There is one thing that could be a pretty huge game-changer: Minx going on ADD meds. Imagine: a Minx who actually heard what I said to him the first time! Who didn’t irritably shush me all the time because he couldn’t concentrate on what I was saying! A Minx I could give a relationship-help book to and he could actually read it! And more than that: one of my Facebook acquaintances talked about dating a guy on ADD who then went on meds, and she said the difference was like night and day – one of the biggest things she mentioned was that her boy finished what he started instead of endlessly talking about his big plans but never actually making good on them. Maybe meds would allow Minx to actually complete one of the five or six comic book ideas he’s been tossing around since college! He could actually live up to his potential! My heart would explode with joy.
Even if he’s taken the necessary steps to get on meds by the time we start speaking again (which I seriously doubt he’ll do), I strongly suspect that neither of us will want to revisit the relationship. It seems like a compelling idea now, when the psychological wounds from being severed from each other are fresh, but by the end of our hiatus things will probably have scabbed over to a point where we can’t graft him back onto me. If you’ll excuse the laboured metaphor.
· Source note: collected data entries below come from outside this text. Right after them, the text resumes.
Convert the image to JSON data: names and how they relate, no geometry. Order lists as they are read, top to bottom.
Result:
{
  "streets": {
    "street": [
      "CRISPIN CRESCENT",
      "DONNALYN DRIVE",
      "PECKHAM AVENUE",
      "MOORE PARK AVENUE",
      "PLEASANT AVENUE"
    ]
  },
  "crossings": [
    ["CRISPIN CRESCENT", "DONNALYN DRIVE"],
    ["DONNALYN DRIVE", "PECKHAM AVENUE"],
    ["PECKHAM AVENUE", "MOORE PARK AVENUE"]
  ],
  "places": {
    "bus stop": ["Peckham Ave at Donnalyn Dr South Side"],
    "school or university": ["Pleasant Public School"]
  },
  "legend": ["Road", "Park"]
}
I hate the idea of things with Minx becoming distant and awkward. I hate the fact that we’ll probably have coffee or something in three months and not even know what to say to each other, when I used to feel closer to him than to anyone else in the world. I hate the fact that by the time this hypothetical future coffee-meeting actually comes to pass, I likely won’t be bothered that much by my lack of strong feelings.